Telecom equipment maker Sercomm Corp (中磊) yesterday said that net profit last quarter expanded 34 percent year-on-year as remote study and work-from-home trends amid the COVID-19 pandemic boosted Internet use.
The growth momentum is expected to magnify in the second half of the year, as the world is still trying to contain the pandemic, Sercomm said, adding that it expects revenue to grow this quarter and next quarter.
“We are cautiously optimistic about the market demand in the second half.
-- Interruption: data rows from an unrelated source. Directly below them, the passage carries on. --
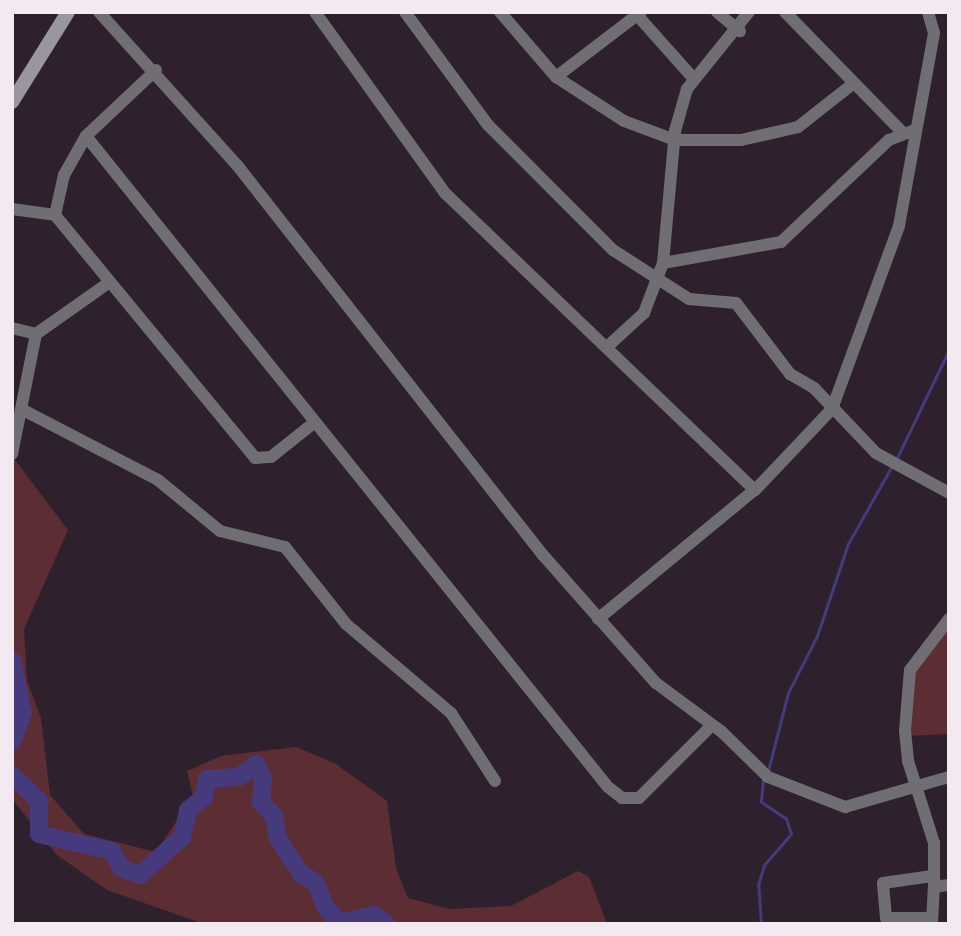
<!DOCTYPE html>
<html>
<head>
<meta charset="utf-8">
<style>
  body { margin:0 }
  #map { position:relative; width:961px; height:936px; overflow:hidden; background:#2e212d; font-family:"Open Sans",sans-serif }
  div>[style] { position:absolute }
  .green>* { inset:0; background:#5d2d34 }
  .stream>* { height:2.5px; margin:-1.25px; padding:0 1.25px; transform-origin:1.25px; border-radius:1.25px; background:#453b7c }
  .river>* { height:18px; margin:-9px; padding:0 9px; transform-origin:9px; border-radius:9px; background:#453b7c }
  .street>* { height:12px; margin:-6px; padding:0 6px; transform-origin:6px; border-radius:6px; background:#716d75 }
  .secondary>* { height:14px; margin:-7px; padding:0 7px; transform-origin:7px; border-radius:7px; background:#9b95a1 }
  span { translate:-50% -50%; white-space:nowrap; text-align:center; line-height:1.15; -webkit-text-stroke:6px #130d12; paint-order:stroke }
  .frame { position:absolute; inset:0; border:14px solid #f2e9f1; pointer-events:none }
</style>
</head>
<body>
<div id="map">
  <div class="green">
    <div style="clip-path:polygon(12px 456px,68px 530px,24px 629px,27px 681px,41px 718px,50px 795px,84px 834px,156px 852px,193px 796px,187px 771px,221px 756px,296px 747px,336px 764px,387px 801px,396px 868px,408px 898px,449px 909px,511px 906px,578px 871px,589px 877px,607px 924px,204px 924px,107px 890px,57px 855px,12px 799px)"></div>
    <div style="clip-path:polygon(949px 622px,949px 734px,907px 736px,912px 672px)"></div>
  </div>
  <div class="stream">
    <div style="left:896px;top:460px;width:122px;rotate:-64.3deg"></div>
    <div style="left:768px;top:771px;width:81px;rotate:-75.6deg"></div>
    <div style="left:788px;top:693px;width:64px;rotate:-63deg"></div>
    <div style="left:817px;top:636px;width:97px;rotate:-71.4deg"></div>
    <div style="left:848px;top:544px;width:90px;rotate:-60.6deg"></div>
    <div style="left:761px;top:924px;width:39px;rotate:-94deg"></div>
    <div style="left:758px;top:885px;width:21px;rotate:-73deg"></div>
    <div style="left:764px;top:865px;width:41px;rotate:-48.9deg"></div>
    <div style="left:791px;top:834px;width:16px;rotate:-108deg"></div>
    <div style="left:786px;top:819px;width:30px;rotate:-146deg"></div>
    <div style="left:761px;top:802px;width:22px;rotate:-85deg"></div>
  </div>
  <div class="river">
    <div style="left:12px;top:661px;width:53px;rotate:78.1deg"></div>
    <div style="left:23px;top:713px;width:31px;rotate:111deg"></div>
    <div style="left:12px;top:775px;width:37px;rotate:44deg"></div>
    <div style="left:39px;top:801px;width:33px;rotate:90deg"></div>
    <div style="left:39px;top:834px;width:75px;rotate:13.1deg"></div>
    <div style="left:112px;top:851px;width:19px;rotate:62deg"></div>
    <div style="left:121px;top:868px;width:20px;rotate:20deg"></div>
    <div style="left:140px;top:875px;width:57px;rotate:-42.1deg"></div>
    <div style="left:182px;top:837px;width:28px;rotate:-77deg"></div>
    <div style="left:188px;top:810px;width:21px;rotate:-39deg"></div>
    <div style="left:204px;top:797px;width:18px;rotate:-81deg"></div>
    <div style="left:207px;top:779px;width:32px;rotate:-4deg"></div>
    <div style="left:239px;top:777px;width:21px;rotate:-37deg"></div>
    <div style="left:256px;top:764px;width:17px;rotate:65deg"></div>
    <div style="left:263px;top:779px;width:23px;rotate:95deg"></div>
    <div style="left:261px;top:802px;width:19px;rotate:47deg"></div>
    <div style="left:274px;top:816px;width:23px;rotate:80deg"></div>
    <div style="left:278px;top:839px;width:43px;rotate:56.3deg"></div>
    <div style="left:302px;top:875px;width:15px;rotate:28deg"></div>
    <div style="left:315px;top:882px;width:26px;rotate:67deg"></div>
    <div style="left:325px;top:906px;width:23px;rotate:49deg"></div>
    <div style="left:340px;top:923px;width:35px;rotate:-13deg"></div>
    <div style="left:374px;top:915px;width:15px;rotate:37deg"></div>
  </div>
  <div class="street">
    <div style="left:99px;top:12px;width:206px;rotate:48deg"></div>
    <div style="left:237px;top:165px;width:496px;rotate:51.9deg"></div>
    <div style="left:543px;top:555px;width:171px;rotate:48.6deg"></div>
    <div style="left:656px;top:683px;width:82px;rotate:36.6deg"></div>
    <div style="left:722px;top:732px;width:64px;rotate:44.4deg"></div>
    <div style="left:768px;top:777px;width:83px;rotate:21.3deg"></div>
    <div style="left:845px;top:807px;width:108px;rotate:-16.1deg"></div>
    <div style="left:315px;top:12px;width:224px;rotate:54.3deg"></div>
    <div style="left:446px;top:194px;width:428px;rotate:43.8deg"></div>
    <div style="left:405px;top:12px;width:140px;rotate:53.7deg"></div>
    <div style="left:488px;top:125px;width:177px;rotate:45deg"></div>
    <div style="left:613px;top:250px;width:90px;rotate:32.8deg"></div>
    <div style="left:689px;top:299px;width:47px;rotate:4.9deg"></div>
    <div style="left:736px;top:303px;width:89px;rotate:52.7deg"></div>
    <div style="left:790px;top:374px;width:28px;rotate:30deg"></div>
    <div style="left:814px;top:388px;width:90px;rotate:46.4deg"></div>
    <div style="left:876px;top:453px;width:83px;rotate:28.7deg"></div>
    <div style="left:500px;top:12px;width:86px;rotate:49.3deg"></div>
    <div style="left:556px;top:77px;width:81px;rotate:32.9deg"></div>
    <div style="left:624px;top:121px;width:54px;rotate:20.4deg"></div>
    <div style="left:675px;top:140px;width:66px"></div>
    <div style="left:741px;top:140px;width:58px;rotate:-12.8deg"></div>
    <div style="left:798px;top:127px;width:71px;rotate:-38.2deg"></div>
    <div style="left:717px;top:12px;width:30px;rotate:40deg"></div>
    <div style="left:785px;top:12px;width:168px;rotate:45.7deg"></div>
    <div style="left:637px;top:15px;width:86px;rotate:48.3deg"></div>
    <div style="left:156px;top:70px;width:96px;rotate:136.7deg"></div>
    <div style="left:86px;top:136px;width:45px;rotate:119.4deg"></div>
    <div style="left:64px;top:175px;width:41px;rotate:102.7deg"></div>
    <div style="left:55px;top:215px;width:315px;rotate:50.5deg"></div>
    <div style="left:255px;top:458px;width:16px;rotate:-4deg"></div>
    <div style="left:271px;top:457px;width:56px;rotate:-38.5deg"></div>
    <div style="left:556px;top:77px;width:107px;rotate:-37.4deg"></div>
    <div style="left:86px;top:136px;width:834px;rotate:51.28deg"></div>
    <div style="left:608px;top:787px;width:18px;rotate:38deg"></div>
    <div style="left:622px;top:798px;width:17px"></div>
    <div style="left:639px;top:798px;width:103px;rotate:-45deg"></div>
    <div style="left:12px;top:209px;width:43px;rotate:7.9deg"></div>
    <div style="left:663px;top:263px;width:120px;rotate:-10.1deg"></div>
    <div style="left:781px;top:242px;width:149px;rotate:-43.4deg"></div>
    <div style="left:889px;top:140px;width:26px;rotate:-21deg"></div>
    <div style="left:12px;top:328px;width:25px;rotate:14deg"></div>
    <div style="left:36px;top:334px;width:87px;rotate:-35.2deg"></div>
    <div style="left:608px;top:346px;width:49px;rotate:-42.5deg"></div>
    <div style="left:644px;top:313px;width:53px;rotate:-69.2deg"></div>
    <div style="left:663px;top:263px;width:133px;rotate:-84.8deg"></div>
    <div style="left:675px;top:131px;width:44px;rotate:-74.1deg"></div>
    <div style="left:687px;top:89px;width:99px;rotate:-51.2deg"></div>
    <div style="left:25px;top:411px;width:150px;rotate:27.4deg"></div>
    <div style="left:158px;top:480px;width:80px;rotate:39.4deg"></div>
    <div style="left:220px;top:531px;width:67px;rotate:13.8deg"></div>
    <div style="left:285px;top:547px;width:98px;rotate:51.6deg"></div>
    <div style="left:346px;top:624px;width:138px;rotate:40.3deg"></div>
    <div style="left:451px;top:713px;width:81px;rotate:57.1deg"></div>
    <div style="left:12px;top:454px;width:122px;rotate:-78.7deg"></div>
    <div style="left:598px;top:619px;width:206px;rotate:-39.5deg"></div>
    <div style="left:757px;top:488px;width:109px;rotate:-46.5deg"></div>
    <div style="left:832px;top:409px;width:195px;rotate:-69.9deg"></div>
    <div style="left:899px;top:226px;width:196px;rotate:-79.7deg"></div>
    <div style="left:934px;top:33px;width:22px;rotate:-106deg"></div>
    <div style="left:949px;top:619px;width:64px;rotate:127.4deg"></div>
    <div style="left:910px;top:670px;width:61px;rotate:94.7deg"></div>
    <div style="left:905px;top:731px;width:30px;rotate:84deg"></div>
    <div style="left:908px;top:761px;width:86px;rotate:72.4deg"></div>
    <div style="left:934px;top:843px;width:44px;rotate:90deg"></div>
    <div style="left:934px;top:887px;width:15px;rotate:-8deg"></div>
    <div style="left:931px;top:918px;width:45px;rotate:180deg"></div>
    <div style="left:886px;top:918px;width:35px;rotate:-95deg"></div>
    <div style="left:883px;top:883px;width:50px;rotate:-8deg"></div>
    <div style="left:932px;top:923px;width:36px;rotate:-87deg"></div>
  </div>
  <div class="secondary">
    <div style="left:12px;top:102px;width:106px;rotate:-58.1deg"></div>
  </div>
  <div class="frame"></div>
</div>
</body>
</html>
Customers largely have confirmed their orders for the fourth quarter for fear of component supply constraints,” Sercomm president James Wang (王煒) told an investors’ conference in Taipei. “The company’s order visibility is relatively higher than in past years.”
Photo: Wang Yi-hung, Taipei Times
Revenue last quarter surged 36 percent sequentially to NT$9.25 billion (US$313.13 million), with fixed-mobile products contributing the most.
Contribution from 5G-related products, including customer-premises equipment (CPE), is expected to begin next year, Wang said.
In the US and Europe, telecoms plan to use 5G CPE to replace expensive fiber-optical networks in the rural areas, he said.
The company is also developing small cell stations supporting 5G technology, he said.
However, travel restrictions have somewhat delayed its development of 5G products, as some testing and discussions were slowed, he said.
In the April-to-June period, Sercomm’s net profit expanded to NT$241 million from NT$180 million in the corresponding period last year. That translated into earnings per share of NT$0.97, up from NT$0.73 in the preceding year.
On an annual basis, net profit expanded 2.77 times from NT$87 million.
Gross margin dropped to 14.8 percent last quarter from 17.6 percent in the prior year, attributable to higher operating expenses, which soared 42.7 percent to NT$7.88 billion, from NT$5.52 billion a year earlier.
The pandemic “provides a boon to networking companies,” Sercomm chairman Paul Wang (王伯元) said. “Because of the pandemic, we have seen major changes in our life. Data [transmission] has increased a few times because of pandemic-induced telecommuting, remote education and remote surveillance.”
With the fallout from the pandemic and a US-China trade dispute, Sercomm has moved its manufacturing capacity from China to Taiwan, the Philippines and India.